━━━━━ PROVIDED INFORMATION ━━━━━

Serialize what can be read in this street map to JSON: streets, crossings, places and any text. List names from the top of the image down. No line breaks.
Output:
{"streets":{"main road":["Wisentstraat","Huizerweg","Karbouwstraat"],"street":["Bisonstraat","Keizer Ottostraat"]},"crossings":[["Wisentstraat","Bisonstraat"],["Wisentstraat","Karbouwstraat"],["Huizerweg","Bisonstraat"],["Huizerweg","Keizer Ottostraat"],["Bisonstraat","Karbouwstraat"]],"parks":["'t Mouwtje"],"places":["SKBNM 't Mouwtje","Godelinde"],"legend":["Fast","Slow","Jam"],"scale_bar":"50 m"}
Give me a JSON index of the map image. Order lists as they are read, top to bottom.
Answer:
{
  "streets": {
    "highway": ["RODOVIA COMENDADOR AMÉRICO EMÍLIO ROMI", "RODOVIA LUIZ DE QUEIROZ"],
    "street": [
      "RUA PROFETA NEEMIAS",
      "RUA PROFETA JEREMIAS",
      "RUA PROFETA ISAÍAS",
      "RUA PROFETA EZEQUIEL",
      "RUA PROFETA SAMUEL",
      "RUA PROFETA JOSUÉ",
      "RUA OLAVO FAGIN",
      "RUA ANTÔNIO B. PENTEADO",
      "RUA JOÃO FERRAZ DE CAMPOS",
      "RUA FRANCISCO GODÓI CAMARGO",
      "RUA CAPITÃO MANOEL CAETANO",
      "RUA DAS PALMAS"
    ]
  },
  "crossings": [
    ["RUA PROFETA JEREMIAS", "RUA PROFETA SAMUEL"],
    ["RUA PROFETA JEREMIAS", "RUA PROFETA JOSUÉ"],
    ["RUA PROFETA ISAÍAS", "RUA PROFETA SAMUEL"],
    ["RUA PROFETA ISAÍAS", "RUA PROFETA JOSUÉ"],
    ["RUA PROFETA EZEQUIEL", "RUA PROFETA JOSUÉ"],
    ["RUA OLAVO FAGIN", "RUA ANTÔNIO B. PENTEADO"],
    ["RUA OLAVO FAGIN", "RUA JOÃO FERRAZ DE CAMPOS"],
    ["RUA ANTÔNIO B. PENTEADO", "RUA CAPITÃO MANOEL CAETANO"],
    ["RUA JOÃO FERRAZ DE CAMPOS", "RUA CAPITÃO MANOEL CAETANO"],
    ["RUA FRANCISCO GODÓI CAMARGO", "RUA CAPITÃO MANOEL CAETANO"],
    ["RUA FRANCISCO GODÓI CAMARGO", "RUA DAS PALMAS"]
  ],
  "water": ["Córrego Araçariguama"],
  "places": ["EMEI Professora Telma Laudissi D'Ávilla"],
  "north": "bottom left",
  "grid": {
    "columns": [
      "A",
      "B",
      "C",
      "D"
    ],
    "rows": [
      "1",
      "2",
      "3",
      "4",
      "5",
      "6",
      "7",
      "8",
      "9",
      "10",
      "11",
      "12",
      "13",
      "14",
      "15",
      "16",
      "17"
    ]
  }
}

━━━━━

## PROBLEM DETAILS
Check the records above line by line and tally those holding the string "CAPITÃO". Answer with the number only.

## EXPECTED ANSWER
4